What to work on:
Pictures are to be left out. Copy exactly, and only, the lines from the start of the entries below to the line with "0 #879ea8) drop-shadow(-2px", both included.

Dataset content:
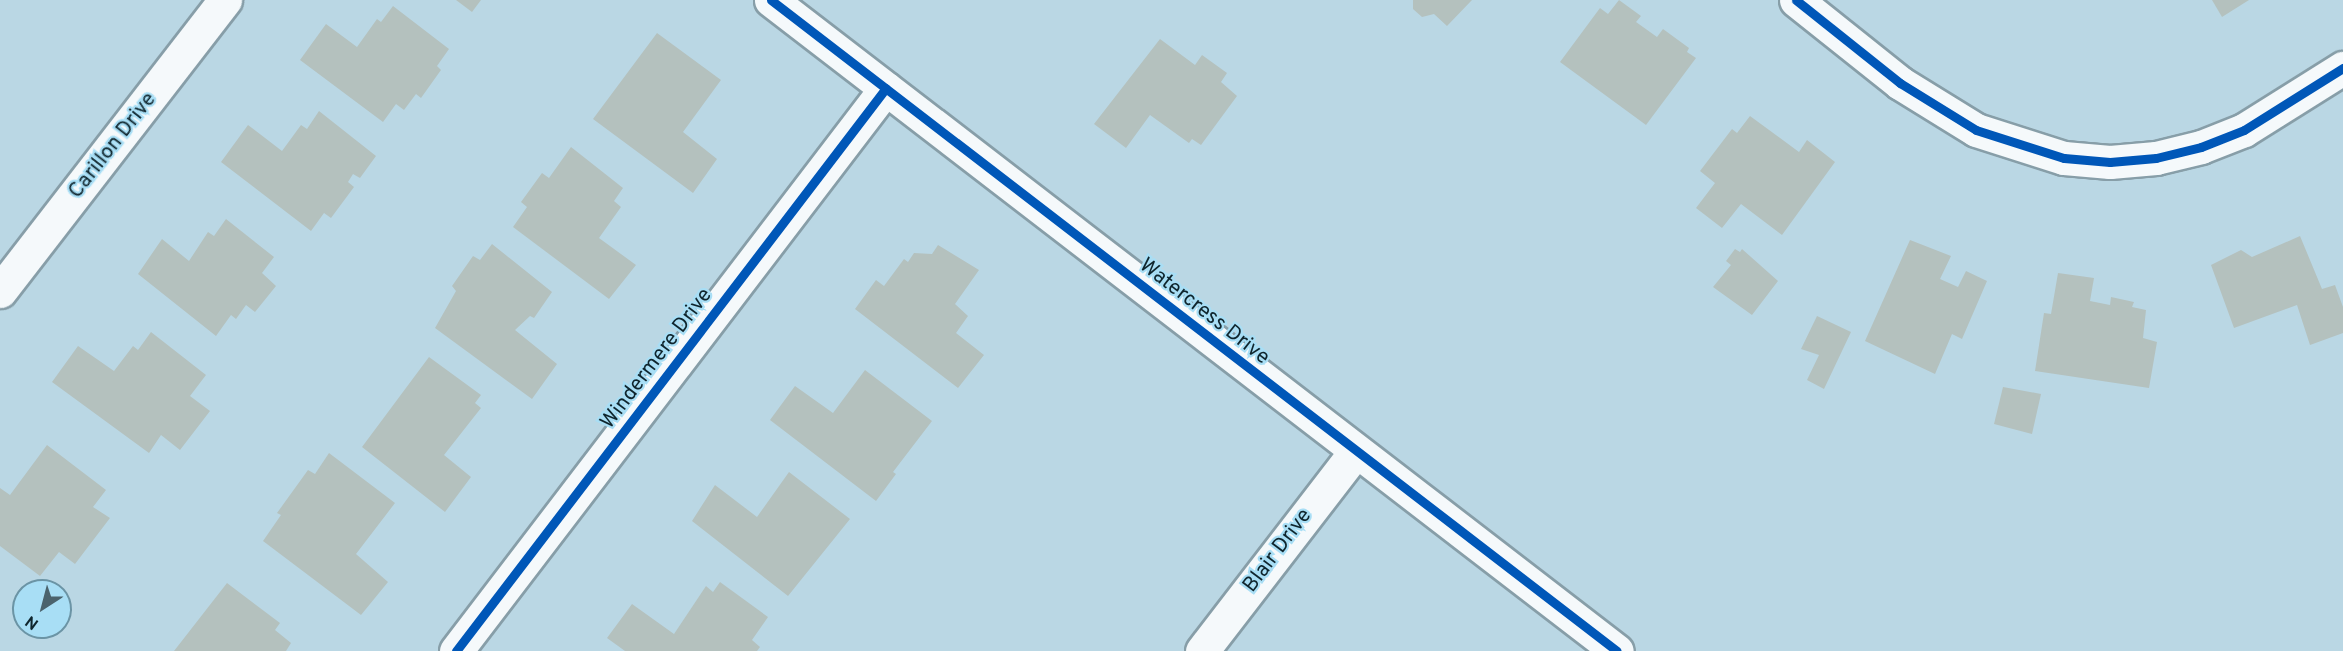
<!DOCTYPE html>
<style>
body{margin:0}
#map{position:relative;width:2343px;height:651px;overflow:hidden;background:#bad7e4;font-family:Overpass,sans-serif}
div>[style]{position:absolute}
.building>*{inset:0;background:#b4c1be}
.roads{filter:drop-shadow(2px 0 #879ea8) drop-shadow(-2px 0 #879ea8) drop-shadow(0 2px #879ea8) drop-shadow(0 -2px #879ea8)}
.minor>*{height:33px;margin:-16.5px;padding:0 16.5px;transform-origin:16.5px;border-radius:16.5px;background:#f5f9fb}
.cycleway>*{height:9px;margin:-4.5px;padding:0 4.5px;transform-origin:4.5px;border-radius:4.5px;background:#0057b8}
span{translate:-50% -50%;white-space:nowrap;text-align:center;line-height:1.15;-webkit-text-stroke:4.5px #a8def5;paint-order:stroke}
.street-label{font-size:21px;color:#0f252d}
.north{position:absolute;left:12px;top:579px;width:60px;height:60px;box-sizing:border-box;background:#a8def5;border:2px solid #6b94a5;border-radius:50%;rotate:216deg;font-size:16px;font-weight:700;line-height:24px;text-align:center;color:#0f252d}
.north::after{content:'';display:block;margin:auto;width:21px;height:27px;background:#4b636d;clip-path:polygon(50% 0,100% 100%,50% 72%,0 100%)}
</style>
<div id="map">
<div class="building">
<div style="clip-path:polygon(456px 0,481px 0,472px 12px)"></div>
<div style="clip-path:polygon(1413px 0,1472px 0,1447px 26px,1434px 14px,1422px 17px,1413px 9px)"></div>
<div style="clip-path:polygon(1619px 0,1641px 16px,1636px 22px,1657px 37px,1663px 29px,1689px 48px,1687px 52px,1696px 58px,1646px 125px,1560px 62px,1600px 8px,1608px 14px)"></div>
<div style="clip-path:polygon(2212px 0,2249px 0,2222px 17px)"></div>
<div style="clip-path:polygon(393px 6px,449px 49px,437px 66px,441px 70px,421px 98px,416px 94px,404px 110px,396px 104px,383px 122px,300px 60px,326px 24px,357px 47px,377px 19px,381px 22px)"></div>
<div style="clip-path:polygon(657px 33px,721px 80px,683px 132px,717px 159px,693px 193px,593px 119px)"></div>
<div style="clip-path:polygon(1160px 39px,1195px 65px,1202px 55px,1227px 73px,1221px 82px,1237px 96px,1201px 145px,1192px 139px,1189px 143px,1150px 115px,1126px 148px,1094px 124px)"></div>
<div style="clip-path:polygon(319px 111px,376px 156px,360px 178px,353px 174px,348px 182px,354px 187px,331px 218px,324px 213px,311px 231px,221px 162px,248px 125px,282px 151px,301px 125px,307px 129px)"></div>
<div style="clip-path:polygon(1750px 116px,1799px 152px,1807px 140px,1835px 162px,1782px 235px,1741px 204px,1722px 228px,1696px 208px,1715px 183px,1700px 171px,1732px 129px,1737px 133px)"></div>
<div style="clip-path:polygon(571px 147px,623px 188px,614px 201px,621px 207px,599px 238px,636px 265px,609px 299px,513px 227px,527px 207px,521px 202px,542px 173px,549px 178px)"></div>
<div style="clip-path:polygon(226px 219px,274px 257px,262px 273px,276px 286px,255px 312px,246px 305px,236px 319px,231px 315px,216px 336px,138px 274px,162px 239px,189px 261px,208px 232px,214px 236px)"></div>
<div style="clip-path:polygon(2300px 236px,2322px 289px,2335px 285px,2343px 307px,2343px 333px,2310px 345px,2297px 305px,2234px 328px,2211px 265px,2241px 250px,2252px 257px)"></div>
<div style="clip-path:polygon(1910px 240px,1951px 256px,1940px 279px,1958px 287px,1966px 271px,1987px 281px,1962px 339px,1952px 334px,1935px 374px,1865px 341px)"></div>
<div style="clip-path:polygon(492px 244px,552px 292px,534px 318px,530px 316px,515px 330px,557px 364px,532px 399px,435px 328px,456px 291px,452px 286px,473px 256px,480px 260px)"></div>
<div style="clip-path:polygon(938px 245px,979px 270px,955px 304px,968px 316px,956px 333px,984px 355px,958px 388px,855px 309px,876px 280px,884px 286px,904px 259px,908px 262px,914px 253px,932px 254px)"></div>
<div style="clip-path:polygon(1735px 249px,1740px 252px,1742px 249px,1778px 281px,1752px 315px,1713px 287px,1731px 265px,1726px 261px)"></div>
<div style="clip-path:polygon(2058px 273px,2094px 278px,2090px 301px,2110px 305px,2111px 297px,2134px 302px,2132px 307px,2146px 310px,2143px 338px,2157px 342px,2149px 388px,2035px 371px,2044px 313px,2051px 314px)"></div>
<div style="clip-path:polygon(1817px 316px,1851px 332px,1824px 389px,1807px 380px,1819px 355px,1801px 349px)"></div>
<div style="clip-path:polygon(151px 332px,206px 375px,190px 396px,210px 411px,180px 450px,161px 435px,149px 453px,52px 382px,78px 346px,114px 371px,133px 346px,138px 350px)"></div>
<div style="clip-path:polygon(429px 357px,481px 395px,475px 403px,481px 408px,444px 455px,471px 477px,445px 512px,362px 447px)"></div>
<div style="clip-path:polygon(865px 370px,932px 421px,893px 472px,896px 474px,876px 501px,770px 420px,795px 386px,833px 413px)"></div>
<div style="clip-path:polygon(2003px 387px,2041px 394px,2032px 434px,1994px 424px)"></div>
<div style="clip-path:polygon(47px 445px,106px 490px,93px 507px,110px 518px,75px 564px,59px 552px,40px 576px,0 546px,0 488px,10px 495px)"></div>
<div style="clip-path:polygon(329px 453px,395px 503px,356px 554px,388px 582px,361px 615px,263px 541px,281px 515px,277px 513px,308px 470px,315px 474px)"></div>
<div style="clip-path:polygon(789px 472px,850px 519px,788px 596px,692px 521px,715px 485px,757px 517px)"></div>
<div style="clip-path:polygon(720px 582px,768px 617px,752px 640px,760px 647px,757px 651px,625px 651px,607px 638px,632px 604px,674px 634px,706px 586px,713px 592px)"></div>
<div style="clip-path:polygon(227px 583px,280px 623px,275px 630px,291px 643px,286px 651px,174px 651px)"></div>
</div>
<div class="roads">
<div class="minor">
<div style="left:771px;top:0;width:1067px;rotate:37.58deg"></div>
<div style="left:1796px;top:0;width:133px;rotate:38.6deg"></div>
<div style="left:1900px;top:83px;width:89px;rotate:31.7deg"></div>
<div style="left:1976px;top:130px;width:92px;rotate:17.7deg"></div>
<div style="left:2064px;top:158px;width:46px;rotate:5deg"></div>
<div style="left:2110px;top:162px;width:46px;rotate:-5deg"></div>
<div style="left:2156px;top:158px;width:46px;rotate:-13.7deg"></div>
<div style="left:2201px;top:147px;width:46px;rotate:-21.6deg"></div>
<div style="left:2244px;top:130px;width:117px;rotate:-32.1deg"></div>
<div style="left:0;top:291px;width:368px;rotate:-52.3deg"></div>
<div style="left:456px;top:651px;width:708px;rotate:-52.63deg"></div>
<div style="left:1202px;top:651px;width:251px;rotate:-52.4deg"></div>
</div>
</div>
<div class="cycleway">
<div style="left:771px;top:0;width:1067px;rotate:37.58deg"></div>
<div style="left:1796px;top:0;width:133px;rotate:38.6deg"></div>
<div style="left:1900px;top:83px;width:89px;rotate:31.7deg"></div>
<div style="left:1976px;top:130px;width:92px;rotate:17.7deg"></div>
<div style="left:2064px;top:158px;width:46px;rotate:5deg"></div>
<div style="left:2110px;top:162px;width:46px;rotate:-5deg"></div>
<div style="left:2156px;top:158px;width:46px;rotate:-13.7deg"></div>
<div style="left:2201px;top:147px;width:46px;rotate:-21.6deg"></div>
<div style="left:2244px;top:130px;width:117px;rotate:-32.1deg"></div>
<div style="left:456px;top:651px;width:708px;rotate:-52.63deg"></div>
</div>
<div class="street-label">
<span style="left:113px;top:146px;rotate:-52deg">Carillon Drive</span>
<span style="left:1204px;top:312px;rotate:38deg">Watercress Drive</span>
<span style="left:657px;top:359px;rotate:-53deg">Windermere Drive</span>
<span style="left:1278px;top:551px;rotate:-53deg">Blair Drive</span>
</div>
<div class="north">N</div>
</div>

Reply:
<!DOCTYPE html>
<style>
body{margin:0}
#map{position:relative;width:2343px;height:651px;overflow:hidden;background:#bad7e4;font-family:Overpass,sans-serif}
div>[style]{position:absolute}
.building>*{inset:0;background:#b4c1be}
.roads{filter:drop-shadow(2px 0 #879ea8) drop-shadow(-2px 0 #879ea8) drop-shadow(0 2px #879ea8) drop-shadow(0 -2px #879ea8)}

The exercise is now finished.